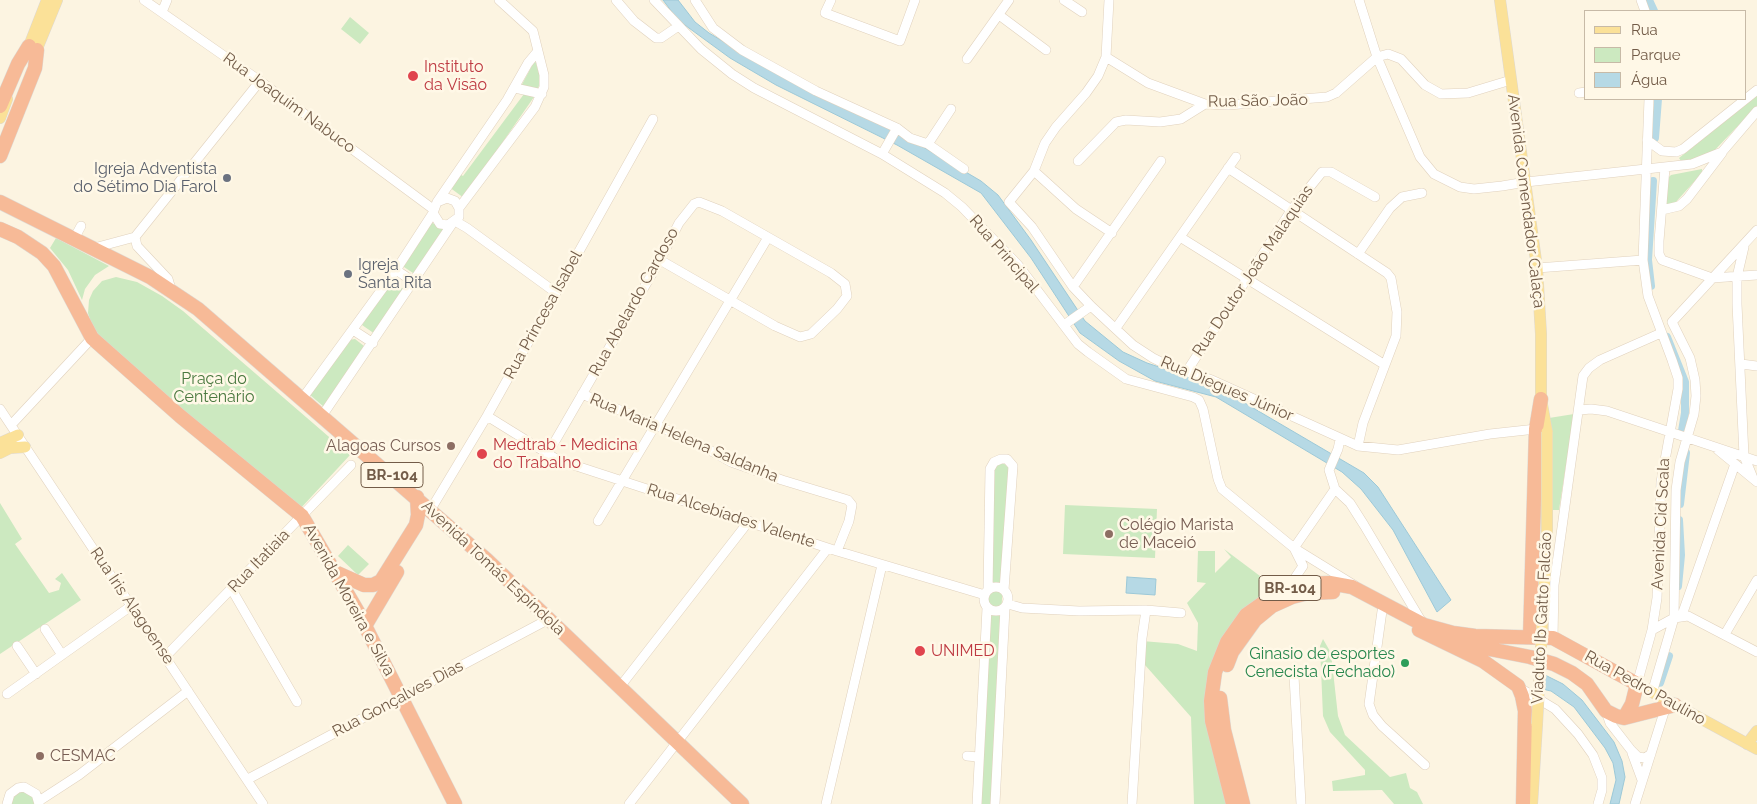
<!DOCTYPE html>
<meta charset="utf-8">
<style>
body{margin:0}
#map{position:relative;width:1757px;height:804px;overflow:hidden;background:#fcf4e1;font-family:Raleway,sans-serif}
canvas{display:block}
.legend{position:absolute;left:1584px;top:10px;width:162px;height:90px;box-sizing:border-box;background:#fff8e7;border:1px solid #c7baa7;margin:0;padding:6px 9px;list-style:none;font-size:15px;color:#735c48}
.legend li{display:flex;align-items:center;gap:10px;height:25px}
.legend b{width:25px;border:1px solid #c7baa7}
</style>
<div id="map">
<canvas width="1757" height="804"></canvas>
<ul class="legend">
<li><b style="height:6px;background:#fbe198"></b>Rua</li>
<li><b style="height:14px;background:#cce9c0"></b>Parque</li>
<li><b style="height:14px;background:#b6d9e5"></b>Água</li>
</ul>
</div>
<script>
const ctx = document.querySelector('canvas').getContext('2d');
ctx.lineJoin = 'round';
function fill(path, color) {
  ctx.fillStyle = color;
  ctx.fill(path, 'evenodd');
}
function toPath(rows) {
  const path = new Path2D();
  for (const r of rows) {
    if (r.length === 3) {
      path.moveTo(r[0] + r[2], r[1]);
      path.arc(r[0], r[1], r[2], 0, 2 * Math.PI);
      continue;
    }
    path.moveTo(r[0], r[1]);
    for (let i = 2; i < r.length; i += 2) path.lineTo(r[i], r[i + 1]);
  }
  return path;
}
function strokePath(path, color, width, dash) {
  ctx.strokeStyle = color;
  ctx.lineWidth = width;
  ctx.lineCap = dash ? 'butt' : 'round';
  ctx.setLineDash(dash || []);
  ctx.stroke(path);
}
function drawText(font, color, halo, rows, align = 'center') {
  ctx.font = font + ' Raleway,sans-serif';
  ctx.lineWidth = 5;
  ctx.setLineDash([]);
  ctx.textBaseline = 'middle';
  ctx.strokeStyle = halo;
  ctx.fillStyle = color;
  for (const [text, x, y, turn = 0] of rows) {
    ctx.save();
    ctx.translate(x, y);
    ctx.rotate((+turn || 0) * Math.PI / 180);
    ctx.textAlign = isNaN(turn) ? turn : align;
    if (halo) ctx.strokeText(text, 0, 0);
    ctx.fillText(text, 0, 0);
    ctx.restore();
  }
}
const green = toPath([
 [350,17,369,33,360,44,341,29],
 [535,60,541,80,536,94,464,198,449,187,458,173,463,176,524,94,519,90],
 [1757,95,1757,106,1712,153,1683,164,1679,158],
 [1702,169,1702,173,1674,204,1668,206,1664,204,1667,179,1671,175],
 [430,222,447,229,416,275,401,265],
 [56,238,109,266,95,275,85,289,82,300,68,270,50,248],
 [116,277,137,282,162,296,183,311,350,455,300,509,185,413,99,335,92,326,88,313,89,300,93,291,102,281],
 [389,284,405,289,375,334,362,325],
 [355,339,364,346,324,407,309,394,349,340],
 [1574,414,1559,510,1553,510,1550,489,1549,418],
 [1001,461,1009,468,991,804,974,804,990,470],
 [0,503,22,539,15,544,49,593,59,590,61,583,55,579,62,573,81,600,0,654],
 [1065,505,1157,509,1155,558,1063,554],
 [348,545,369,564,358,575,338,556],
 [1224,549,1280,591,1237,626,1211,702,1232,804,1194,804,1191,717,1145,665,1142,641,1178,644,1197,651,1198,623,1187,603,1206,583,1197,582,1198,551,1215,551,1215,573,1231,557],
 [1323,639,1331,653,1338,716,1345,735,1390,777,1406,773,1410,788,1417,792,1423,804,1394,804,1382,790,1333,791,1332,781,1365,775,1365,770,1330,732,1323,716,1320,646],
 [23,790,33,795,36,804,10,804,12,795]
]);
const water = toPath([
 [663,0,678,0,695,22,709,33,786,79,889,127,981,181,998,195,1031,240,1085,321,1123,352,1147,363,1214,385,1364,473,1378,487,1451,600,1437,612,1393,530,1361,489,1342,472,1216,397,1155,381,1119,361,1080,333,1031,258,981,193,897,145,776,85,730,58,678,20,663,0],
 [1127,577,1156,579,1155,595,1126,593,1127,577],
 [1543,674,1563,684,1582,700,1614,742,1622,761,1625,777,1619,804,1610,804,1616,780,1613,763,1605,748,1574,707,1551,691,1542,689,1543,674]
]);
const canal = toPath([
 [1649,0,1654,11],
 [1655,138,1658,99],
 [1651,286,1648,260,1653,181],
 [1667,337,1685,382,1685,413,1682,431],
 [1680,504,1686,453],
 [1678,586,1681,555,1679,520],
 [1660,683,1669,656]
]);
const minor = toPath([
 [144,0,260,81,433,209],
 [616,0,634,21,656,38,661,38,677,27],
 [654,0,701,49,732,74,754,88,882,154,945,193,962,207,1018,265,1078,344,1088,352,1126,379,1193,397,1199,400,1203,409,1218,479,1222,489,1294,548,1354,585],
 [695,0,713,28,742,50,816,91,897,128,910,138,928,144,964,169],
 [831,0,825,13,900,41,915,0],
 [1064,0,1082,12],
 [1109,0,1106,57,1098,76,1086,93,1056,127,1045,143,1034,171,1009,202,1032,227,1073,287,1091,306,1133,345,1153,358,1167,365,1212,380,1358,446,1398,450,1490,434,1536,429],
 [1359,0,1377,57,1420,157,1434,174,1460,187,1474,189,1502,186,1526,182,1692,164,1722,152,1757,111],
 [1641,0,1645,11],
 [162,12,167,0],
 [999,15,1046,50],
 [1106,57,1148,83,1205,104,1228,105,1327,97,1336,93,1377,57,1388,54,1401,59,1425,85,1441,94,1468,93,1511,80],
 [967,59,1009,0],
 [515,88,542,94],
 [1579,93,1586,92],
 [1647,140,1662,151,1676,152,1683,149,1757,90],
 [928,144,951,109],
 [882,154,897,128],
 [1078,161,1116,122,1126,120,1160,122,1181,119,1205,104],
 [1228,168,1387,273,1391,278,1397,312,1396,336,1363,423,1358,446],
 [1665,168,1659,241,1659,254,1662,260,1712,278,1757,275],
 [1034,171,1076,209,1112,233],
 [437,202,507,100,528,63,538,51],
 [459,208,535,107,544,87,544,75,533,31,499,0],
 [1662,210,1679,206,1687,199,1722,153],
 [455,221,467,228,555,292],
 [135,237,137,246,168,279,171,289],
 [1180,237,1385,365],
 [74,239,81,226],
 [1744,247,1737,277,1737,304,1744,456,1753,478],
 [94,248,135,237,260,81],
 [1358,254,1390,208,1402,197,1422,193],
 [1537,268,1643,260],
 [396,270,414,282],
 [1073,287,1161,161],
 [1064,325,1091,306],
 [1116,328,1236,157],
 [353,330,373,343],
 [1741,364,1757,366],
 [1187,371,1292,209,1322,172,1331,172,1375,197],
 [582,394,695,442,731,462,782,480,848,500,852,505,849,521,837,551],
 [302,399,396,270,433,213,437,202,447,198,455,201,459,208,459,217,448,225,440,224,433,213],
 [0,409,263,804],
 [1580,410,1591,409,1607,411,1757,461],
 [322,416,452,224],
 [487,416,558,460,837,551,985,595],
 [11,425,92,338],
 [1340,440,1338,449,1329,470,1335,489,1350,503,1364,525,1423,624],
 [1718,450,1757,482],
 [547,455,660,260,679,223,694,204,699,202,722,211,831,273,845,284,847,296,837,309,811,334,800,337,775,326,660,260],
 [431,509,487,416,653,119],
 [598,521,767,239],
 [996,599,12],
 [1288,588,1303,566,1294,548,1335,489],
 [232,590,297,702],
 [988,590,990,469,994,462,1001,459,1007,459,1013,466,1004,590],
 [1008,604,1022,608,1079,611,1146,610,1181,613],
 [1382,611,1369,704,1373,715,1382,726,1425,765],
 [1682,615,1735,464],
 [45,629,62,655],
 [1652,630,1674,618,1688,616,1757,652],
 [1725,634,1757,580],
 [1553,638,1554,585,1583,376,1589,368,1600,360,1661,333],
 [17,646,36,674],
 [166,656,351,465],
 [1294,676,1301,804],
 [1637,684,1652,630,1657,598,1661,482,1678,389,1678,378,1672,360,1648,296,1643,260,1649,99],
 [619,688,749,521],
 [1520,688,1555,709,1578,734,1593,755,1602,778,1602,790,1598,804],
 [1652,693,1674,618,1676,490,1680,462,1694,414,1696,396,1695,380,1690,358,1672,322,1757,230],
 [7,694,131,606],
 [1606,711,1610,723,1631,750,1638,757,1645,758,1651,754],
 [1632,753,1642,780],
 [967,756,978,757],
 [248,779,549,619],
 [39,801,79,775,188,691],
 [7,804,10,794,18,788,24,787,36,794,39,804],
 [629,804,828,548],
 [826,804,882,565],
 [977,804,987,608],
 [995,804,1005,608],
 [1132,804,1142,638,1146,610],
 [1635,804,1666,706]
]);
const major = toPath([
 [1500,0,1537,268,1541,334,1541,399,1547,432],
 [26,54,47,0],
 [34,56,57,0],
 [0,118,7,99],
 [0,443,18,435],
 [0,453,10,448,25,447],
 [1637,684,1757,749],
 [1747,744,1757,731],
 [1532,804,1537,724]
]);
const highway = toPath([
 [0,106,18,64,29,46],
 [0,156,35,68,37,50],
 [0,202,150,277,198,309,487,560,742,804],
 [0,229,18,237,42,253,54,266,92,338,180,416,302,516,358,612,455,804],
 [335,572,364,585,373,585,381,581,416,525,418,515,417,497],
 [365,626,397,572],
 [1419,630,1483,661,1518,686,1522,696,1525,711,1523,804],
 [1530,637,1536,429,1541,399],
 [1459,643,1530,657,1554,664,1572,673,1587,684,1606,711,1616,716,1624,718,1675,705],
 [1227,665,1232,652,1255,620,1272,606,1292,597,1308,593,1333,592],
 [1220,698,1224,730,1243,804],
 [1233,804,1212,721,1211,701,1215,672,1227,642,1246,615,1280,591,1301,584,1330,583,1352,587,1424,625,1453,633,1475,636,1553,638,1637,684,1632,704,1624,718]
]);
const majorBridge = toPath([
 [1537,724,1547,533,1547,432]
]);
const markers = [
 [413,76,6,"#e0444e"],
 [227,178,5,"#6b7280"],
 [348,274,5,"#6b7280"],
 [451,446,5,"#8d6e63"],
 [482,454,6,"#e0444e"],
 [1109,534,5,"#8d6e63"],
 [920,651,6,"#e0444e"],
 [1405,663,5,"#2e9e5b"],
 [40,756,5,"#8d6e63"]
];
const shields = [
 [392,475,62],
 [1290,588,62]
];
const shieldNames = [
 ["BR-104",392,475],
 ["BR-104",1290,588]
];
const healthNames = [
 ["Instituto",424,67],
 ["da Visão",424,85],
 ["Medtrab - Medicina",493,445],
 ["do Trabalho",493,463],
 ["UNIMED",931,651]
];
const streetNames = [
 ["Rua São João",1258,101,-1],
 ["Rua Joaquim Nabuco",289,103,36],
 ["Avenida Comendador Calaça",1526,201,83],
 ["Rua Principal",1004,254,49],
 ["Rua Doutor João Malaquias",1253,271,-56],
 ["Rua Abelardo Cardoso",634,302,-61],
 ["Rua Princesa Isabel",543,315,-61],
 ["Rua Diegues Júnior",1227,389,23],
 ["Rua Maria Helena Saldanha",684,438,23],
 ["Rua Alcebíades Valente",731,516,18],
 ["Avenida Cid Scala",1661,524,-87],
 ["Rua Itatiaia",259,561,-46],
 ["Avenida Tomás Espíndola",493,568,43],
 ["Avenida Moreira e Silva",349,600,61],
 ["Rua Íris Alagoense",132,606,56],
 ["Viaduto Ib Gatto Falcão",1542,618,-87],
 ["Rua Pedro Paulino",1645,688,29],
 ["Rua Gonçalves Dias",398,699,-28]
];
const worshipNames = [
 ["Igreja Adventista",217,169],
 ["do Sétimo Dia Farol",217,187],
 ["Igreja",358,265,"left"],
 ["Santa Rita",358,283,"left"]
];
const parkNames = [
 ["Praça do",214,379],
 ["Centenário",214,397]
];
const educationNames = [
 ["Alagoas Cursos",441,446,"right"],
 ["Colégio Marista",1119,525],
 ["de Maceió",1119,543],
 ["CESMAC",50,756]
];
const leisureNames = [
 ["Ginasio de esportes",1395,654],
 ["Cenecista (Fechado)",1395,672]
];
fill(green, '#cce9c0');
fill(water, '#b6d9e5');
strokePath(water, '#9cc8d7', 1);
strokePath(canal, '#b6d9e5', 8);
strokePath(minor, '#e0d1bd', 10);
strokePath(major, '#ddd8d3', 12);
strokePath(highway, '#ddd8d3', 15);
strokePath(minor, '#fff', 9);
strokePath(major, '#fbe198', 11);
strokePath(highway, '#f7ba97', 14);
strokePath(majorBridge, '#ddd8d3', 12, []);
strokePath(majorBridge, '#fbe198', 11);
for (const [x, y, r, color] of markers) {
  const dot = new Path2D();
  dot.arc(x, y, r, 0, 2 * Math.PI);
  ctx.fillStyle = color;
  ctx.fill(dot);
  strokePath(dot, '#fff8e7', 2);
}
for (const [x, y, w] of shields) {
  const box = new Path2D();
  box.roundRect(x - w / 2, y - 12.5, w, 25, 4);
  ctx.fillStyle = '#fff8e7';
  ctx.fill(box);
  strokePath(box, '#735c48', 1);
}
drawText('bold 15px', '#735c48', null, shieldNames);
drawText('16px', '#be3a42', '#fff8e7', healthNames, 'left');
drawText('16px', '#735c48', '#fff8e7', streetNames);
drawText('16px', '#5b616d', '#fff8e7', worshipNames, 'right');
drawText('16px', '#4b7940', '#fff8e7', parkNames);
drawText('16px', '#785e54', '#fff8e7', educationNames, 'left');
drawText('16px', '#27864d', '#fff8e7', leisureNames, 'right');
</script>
^^^^
| EXERCISE BRIEF |
Since only part of the listing is wanted, copy exactly the lines from the one holding "const ctx = document.querySelector('canvas').getContext('2d');" to the one holding "ctx.save();", both included.

| TASK ANSWER |
const ctx = document.querySelector('canvas').getContext('2d');
ctx.lineJoin = 'round';
function fill(path, color) {
  ctx.fillStyle = color;
  ctx.fill(path, 'evenodd');
}
function toPath(rows) {
  const path = new Path2D();
  for (const r of rows) {
    if (r.length === 3) {
      path.moveTo(r[0] + r[2], r[1]);
      path.arc(r[0], r[1], r[2], 0, 2 * Math.PI);
      continue;
    }
    path.moveTo(r[0], r[1]);
    for (let i = 2; i < r.length; i += 2) path.lineTo(r[i], r[i + 1]);
  }
  return path;
}
function strokePath(path, color, width, dash) {
  ctx.strokeStyle = color;
  ctx.lineWidth = width;
  ctx.lineCap = dash ? 'butt' : 'round';
  ctx.setLineDash(dash || []);
  ctx.stroke(path);
}
function drawText(font, color, halo, rows, align = 'center') {
  ctx.font = font + ' Raleway,sans-serif';
  ctx.lineWidth = 5;
  ctx.setLineDash([]);
  ctx.textBaseline = 'middle';
  ctx.strokeStyle = halo;
  ctx.fillStyle = color;
  for (const [text, x, y, turn = 0] of rows) {
    ctx.save();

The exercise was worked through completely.